PROLOG

12 0 0
                                    


24 Desember 1977.

          Diluar memang tidak menyenangkan bagi kebanyakan orang. Suhu dingin yang menusuk kedalam tulang membuat orang-orang terpaksa berdiam diri di rumahnya dan mengutuki dinginnya salju, namun malam itu adalah malam terindah dalam hidupku, duduk di sofa, menatap jagoan kecilku meniup lilin yang tertancap di atas kue tart buatan isteriku. Ia menatap anak kami dengan senyum termanis yang pernah kulihat. Aku tak pernah tahu bahwa itu adalah senyum terakhir yang pernah tergambar diwajahnya.

Entah dari mana, tiba-tiba seorang lelaki dengan wajah yang ditutup masker ada dibelakangku dan menodongkan pistolnya tepat di belakang kepalaku. 

"Aku tak akan menyakitimu dan keluargamu, cukup serahkan semua uangmu."

 Aku hanya dapat mengangguk dan perlahan berdiri. Pria itu mendorongku untuk berjalan ke dalam kamarku dengan pucuk pistol masih menempel di belakang kepalaku. 

"Buka lemari itu!."

 Aku membuka lemari bajuku lalu mengambil sebuah kotak besi di bagian bawah lemari, tepat setelah pria itu menunjuk ke arah bagian bawah lemari. Aku memutar tombol pengunci dan perlahan membuka kotak besi itu, kemudian pria itu melempar tas punggung yang ia bawa ke hadapanku.

"Masukan semua uangnya, dan aku akan pergi."

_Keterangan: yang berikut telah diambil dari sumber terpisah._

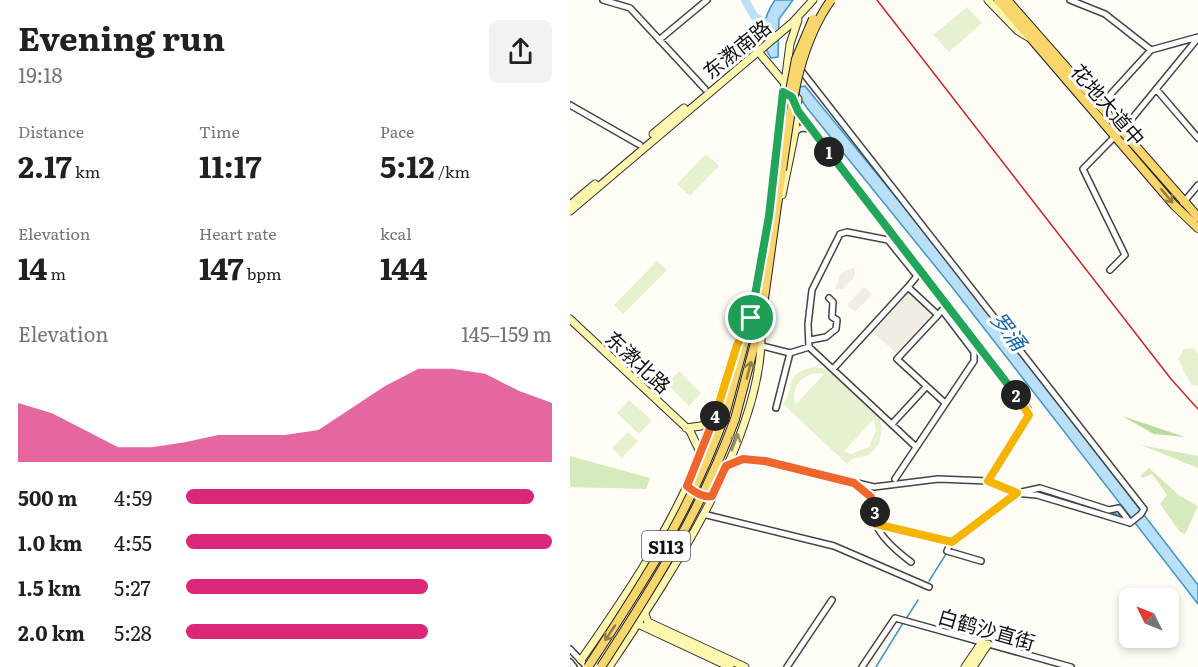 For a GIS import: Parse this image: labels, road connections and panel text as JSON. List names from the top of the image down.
{
  "streets": {
    "main road": ["花地大道中", "S113"],
    "street": ["东漖南路", "东漖北路", "白鹤沙直街"]
  },
  "water": ["罗涌"],
  "north": "top left",
  "page": {
    "heading": ["Evening run", "19:18"],
    "stats": [
      ["Distance", "2.17 km"],
      ["Time", "11:17"],
      ["Pace", "5:12 /km"],
      ["Elevation", "14 m"],
      ["Heart rate", "147 bpm"],
      ["kcal", "144"]
    ],
    "pins": [
      "1",
      "2",
      "4",
      "3"
    ],
    "chart": ["Elevation", "145–159 m"],
    "list": [
      {
        "name": "500 m",
        "note": "4:59"
      },
      {
        "name": "1.0 km",
        "note": "4:55"
      },
      {
        "name": "1.5 km",
        "note": "5:27"
      },
      {
        "name": "2.0 km",
        "note": "5:28"
      }
    ]
  }
} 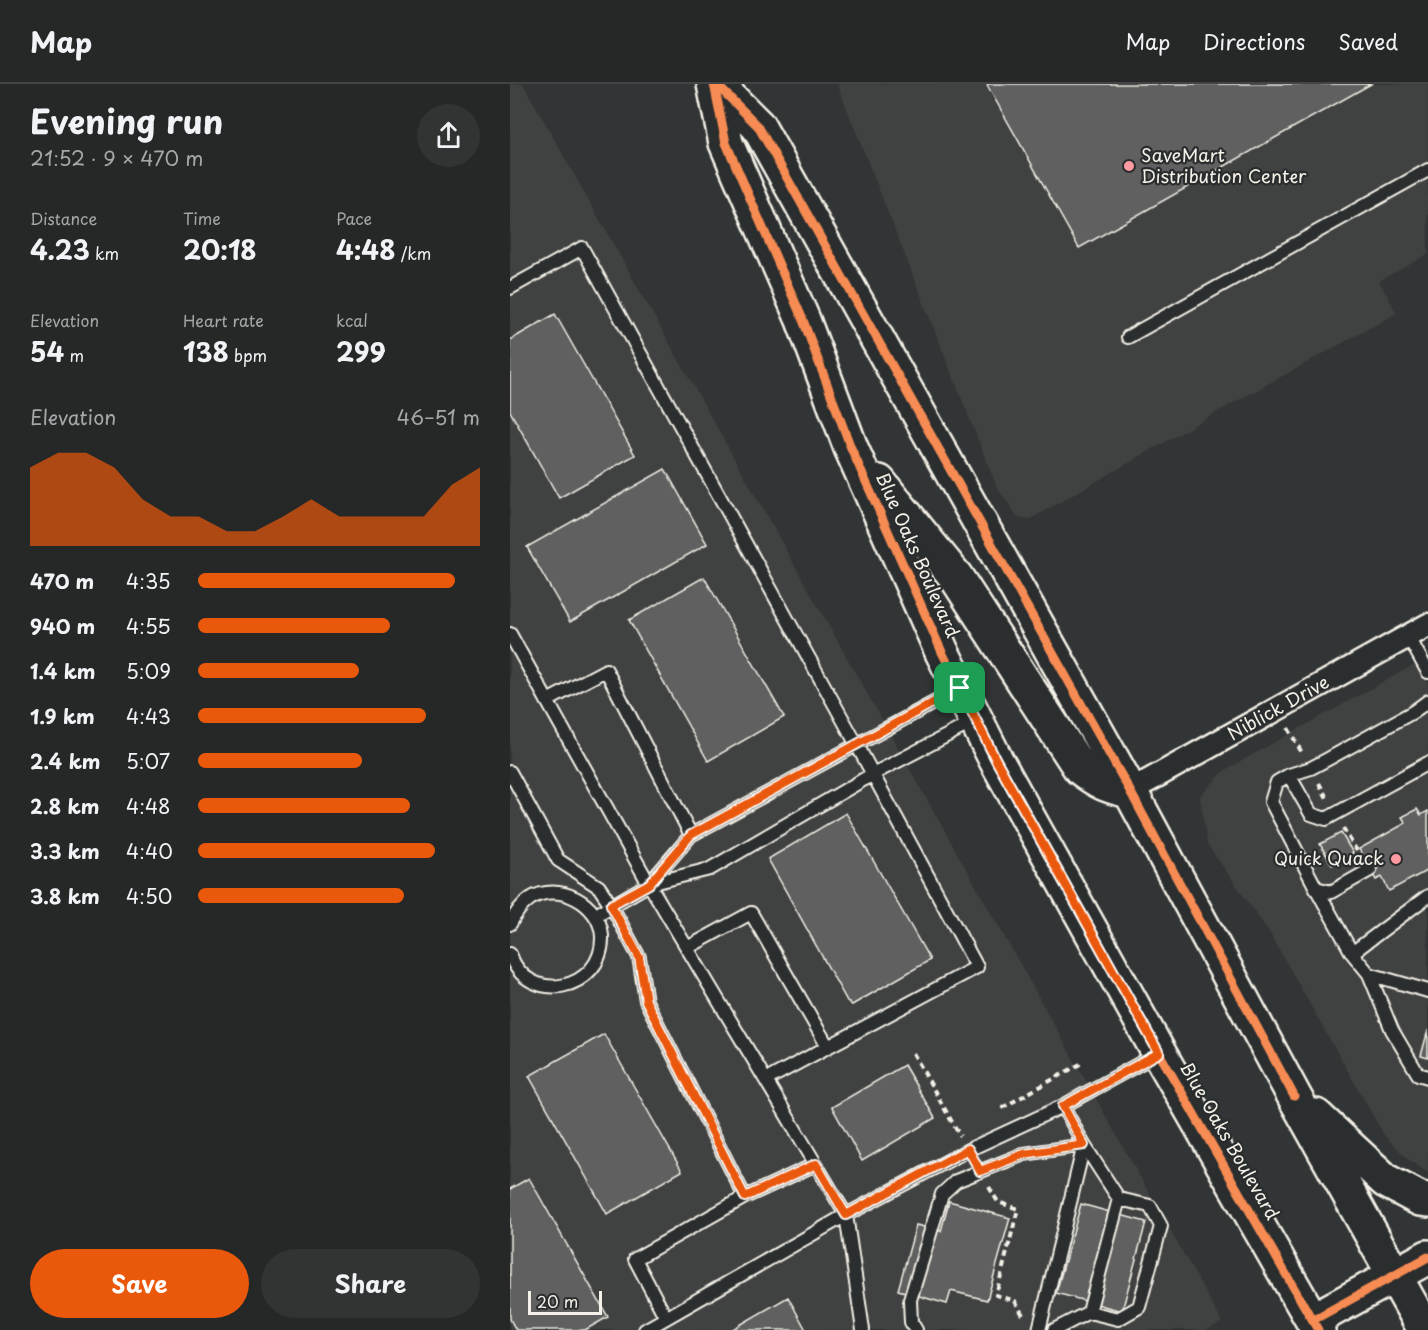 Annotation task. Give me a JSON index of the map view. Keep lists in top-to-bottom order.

 Aku memasukan semua uang itu dengan cepat kedalam tas, lalu memberikannya kembali kepadanya. Aku masih dapat mendengar isak tangis dari anakku di luar kamar, aku tidak lagi peduli pria itu mengambil semua uangku, aku hanya menginginkan dia pergi dari rumahku dan tak menyentuh anak dan istriku.


          Pria itu perlahan keluar dari kamarku dengan tetap mengarahkan pucuk pistol ke arahku. Ia sudah tidak lagi terlihat di dalam kamarku. 

"DOR!!!" Suara keras itu terdengar diikuti dengan teriakan dan tangis dari anakku.

Aku cepat-cepat berlari keluar kamar dan mendapati isteriku sudah terjatuh di lantai bersimbah darah sambil memegang luka di dada kirinya. Aku dapat merasakan sakit yang tergambar dari wajah istriku. Aku berlari ke arah telepon dan menekan angka 911 untuk meminta bantuan kepada pihak medis. 

"Ambulan akan segera dating sayang, aku mohon bertahanlah."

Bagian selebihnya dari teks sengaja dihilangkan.